Decoding health insurance lingo isn’t always easy but with a little planning and preparation you will soon be speaking the same language as your agent.
The first step is to understand the basic types of health care plans including:
HMO or Health Maintenance Organization. You select a primary care provider who coordinates care. Low co-payments are typical. Often the lowest cost option, HMOs only provide coverage for providers employed or contracted by the HMO.
Point of Service Plans or POS. POS plants are similar to an HMO except you act as your own coordinator for care options. Although a POS provides a greater degree of latitude in provider selection, the additional time requirements may add a layer of complexity.
Preferred Provider Organizations or PPO. PPOs are typically the most flexible care arrangements but cost varies according to whether the provider is “in-network” or “out of network”. Typically PPOs tend to be more expensive than HMO options.

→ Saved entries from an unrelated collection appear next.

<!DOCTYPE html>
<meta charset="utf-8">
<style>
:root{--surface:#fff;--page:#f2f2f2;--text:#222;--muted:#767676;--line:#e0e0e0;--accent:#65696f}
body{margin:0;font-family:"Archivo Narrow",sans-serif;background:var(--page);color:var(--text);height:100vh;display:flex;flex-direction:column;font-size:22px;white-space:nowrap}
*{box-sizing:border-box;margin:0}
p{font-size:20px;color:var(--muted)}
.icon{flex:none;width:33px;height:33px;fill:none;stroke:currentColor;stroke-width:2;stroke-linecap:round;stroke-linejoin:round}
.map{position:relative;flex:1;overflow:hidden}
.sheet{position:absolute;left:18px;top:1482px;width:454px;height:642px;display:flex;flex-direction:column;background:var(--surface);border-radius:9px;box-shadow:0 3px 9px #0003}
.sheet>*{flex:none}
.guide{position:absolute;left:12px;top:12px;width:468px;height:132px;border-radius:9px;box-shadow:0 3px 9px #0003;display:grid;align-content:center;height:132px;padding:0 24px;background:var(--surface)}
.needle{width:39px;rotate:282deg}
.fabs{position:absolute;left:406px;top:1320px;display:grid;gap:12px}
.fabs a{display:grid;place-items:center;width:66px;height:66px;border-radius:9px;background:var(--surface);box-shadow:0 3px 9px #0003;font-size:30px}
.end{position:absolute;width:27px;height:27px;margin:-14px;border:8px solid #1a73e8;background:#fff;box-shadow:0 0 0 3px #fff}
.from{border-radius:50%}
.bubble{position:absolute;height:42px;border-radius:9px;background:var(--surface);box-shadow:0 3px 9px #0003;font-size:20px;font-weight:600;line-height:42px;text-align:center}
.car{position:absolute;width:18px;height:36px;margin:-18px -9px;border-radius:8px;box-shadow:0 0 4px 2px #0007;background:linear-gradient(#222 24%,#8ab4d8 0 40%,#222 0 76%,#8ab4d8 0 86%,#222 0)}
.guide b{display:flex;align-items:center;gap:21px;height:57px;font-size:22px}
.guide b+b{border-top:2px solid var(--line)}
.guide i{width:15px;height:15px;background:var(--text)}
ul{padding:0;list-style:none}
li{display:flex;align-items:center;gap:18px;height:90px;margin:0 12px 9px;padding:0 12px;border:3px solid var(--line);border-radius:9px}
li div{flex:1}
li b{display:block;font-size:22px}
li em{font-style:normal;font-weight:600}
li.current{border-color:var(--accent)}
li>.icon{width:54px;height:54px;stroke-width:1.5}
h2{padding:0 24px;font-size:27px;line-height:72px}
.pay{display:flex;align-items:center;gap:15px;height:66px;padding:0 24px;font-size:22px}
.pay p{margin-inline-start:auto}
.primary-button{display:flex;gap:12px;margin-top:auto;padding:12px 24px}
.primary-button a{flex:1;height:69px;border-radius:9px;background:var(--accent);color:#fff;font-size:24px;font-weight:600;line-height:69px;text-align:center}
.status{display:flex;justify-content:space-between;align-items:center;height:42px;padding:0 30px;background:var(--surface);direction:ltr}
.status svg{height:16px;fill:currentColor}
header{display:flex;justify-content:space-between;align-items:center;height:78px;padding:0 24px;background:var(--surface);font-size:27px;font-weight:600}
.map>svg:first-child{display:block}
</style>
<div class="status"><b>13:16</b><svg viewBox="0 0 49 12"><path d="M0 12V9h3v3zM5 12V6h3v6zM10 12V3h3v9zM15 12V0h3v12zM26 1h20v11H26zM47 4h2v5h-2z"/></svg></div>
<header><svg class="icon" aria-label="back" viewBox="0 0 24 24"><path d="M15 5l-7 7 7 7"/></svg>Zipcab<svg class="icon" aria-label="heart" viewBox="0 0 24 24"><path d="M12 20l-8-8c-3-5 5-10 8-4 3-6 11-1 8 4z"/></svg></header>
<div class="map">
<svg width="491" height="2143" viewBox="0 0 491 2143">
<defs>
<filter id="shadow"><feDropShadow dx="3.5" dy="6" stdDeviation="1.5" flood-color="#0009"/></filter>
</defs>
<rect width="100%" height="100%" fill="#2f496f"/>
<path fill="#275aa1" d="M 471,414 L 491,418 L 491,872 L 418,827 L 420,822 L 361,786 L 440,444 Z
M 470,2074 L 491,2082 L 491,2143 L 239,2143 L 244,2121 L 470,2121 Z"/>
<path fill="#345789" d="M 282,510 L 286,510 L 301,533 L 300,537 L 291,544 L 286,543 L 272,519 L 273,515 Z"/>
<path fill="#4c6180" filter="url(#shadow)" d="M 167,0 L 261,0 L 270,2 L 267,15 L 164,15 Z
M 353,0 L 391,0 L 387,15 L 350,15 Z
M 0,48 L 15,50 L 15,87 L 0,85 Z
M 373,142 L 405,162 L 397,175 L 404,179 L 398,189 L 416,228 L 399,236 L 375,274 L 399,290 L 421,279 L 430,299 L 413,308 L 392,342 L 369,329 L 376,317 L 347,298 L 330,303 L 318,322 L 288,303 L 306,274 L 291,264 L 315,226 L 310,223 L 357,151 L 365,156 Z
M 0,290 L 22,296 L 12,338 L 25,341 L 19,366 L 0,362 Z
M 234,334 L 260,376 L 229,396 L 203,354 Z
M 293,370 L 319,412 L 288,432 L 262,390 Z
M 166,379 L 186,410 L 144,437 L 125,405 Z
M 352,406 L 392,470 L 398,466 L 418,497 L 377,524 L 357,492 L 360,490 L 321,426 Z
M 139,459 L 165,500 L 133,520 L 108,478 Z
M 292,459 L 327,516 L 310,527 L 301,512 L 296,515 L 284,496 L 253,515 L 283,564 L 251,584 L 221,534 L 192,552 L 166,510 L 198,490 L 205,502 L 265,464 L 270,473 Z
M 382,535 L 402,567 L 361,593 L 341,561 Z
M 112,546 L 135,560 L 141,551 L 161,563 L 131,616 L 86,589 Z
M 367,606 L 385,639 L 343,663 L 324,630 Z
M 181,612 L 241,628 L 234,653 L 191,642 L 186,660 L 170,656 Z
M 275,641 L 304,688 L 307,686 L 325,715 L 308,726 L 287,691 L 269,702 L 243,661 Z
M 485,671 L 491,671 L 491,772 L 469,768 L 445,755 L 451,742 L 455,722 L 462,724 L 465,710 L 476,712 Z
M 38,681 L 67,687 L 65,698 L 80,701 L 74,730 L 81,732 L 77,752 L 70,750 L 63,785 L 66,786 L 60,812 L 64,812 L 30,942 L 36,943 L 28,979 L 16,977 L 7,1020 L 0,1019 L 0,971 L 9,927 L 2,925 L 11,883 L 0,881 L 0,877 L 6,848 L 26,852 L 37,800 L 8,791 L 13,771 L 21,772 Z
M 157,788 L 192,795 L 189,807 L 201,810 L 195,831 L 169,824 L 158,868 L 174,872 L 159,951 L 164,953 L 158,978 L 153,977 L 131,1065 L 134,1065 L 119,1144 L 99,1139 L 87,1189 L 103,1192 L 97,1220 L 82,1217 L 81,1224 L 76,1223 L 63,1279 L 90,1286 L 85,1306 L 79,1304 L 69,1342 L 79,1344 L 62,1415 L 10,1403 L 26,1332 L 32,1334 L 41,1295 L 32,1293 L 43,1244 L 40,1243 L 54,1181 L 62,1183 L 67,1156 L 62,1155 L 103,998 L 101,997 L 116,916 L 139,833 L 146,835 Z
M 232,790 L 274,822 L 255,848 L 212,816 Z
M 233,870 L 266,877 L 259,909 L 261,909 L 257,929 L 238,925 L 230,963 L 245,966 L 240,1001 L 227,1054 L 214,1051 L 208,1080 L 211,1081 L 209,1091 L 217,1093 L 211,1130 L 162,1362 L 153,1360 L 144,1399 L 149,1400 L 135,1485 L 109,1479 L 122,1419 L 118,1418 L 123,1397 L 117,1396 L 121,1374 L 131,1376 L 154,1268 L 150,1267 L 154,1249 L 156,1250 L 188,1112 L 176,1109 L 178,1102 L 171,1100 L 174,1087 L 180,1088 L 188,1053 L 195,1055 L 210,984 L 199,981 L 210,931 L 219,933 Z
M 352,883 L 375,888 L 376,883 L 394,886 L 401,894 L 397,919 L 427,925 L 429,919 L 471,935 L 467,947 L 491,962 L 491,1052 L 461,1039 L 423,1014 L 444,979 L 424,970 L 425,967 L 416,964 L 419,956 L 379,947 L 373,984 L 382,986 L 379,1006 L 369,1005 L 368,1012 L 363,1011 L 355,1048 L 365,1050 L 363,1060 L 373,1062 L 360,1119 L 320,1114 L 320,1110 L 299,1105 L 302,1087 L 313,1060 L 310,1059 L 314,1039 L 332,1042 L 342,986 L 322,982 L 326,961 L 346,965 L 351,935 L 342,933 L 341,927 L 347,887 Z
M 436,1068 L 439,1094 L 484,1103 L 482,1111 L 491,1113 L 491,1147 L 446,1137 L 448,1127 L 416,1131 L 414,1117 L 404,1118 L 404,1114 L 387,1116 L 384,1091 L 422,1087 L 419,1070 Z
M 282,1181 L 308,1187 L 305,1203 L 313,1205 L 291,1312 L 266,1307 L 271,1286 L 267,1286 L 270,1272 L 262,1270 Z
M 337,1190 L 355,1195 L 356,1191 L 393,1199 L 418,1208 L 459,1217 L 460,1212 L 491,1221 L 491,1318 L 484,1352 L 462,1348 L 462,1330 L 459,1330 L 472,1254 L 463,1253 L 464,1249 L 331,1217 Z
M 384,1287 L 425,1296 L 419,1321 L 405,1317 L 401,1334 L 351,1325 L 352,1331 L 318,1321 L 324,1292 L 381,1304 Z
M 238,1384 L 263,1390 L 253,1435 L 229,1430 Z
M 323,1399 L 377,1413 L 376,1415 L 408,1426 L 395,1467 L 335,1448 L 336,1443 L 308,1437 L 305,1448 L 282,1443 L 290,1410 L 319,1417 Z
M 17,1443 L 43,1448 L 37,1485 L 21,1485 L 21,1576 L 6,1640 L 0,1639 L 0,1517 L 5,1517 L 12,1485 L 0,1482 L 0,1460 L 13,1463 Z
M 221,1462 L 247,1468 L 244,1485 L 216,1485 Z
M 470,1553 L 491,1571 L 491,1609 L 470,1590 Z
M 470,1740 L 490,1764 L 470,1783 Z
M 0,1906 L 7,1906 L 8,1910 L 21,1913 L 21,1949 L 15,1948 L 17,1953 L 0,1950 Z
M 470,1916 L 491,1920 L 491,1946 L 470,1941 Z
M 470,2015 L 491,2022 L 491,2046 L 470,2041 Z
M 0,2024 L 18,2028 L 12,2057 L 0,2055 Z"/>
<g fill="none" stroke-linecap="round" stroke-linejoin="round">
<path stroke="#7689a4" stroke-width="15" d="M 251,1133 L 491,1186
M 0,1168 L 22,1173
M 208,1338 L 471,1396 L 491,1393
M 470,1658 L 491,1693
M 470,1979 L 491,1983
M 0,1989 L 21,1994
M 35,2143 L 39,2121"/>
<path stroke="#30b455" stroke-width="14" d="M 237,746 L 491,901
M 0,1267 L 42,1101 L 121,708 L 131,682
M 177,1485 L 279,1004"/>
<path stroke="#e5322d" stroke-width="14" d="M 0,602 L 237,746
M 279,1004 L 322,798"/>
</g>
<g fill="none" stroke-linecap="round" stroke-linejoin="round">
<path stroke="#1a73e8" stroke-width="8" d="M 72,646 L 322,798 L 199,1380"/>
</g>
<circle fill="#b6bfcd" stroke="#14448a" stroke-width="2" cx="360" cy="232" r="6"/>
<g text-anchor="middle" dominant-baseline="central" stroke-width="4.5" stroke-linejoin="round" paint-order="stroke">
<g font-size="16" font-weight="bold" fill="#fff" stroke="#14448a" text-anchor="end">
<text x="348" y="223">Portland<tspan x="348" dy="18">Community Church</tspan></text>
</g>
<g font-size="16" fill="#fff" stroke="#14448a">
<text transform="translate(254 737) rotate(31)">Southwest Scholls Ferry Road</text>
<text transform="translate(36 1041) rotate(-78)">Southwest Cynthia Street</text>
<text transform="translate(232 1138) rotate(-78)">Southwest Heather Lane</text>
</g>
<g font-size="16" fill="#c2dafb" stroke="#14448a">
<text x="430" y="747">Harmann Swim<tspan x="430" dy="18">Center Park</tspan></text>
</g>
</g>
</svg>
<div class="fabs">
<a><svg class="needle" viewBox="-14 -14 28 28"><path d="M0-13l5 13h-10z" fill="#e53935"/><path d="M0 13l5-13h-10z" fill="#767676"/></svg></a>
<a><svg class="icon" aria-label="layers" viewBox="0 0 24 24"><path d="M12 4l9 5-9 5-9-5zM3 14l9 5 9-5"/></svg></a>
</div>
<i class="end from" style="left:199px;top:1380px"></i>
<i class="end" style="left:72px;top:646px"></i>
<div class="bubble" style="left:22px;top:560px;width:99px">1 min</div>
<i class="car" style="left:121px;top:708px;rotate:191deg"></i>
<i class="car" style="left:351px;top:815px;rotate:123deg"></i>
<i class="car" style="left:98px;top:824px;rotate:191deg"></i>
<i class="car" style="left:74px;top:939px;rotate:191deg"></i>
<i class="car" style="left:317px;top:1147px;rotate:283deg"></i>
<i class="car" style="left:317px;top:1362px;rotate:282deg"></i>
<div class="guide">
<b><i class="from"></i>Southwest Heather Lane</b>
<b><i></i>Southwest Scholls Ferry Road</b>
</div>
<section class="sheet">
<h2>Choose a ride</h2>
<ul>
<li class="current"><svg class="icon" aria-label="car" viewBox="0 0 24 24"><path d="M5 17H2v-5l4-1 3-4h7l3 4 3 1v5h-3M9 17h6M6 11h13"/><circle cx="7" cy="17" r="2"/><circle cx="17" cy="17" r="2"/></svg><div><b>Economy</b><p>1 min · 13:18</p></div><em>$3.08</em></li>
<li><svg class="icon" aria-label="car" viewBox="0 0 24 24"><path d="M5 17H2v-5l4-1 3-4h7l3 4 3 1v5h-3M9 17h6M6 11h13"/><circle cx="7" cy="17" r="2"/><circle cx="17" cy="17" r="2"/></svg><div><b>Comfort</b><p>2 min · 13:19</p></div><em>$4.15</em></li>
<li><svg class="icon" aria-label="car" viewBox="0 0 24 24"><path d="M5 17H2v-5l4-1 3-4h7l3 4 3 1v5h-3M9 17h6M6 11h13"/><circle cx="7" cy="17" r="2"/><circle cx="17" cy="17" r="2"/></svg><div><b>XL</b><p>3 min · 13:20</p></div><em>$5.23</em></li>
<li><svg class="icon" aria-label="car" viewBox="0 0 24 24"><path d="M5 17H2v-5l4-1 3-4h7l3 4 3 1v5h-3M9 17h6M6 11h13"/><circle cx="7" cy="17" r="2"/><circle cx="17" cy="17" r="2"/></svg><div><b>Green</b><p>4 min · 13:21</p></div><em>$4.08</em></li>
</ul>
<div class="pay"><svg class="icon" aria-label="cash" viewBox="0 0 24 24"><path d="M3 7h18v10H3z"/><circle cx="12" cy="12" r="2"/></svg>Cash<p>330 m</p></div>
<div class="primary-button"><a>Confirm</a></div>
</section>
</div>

Fee-For-Service or Indemnity Plans. Indemnity plans provide extensive freedom but often require larger annual deductibles before insurance reimbursement begins. Monthly insurance premiums may also be substantially higher.
Catastrophic Coverage. Often the least expensive form of insurance, many catastrophic plans require high deductibles and exclude office visits or other day-to day-medical care. The emphasis is on major medical coverage for illness or hospitalization.
Short-Term Insurance. A policy that typically is used for 30, 90 or 180 days of coverage or to bridge the gap between jobs, prior to qualifying for employment-sponsored benefits of other situations where regular insurance has lapsed for a brief period.
Health Savings Accounts, or HSAs. A relatively unknown type of plan that combines a high deductible with a special tax-exempt savings account to keep premiums low.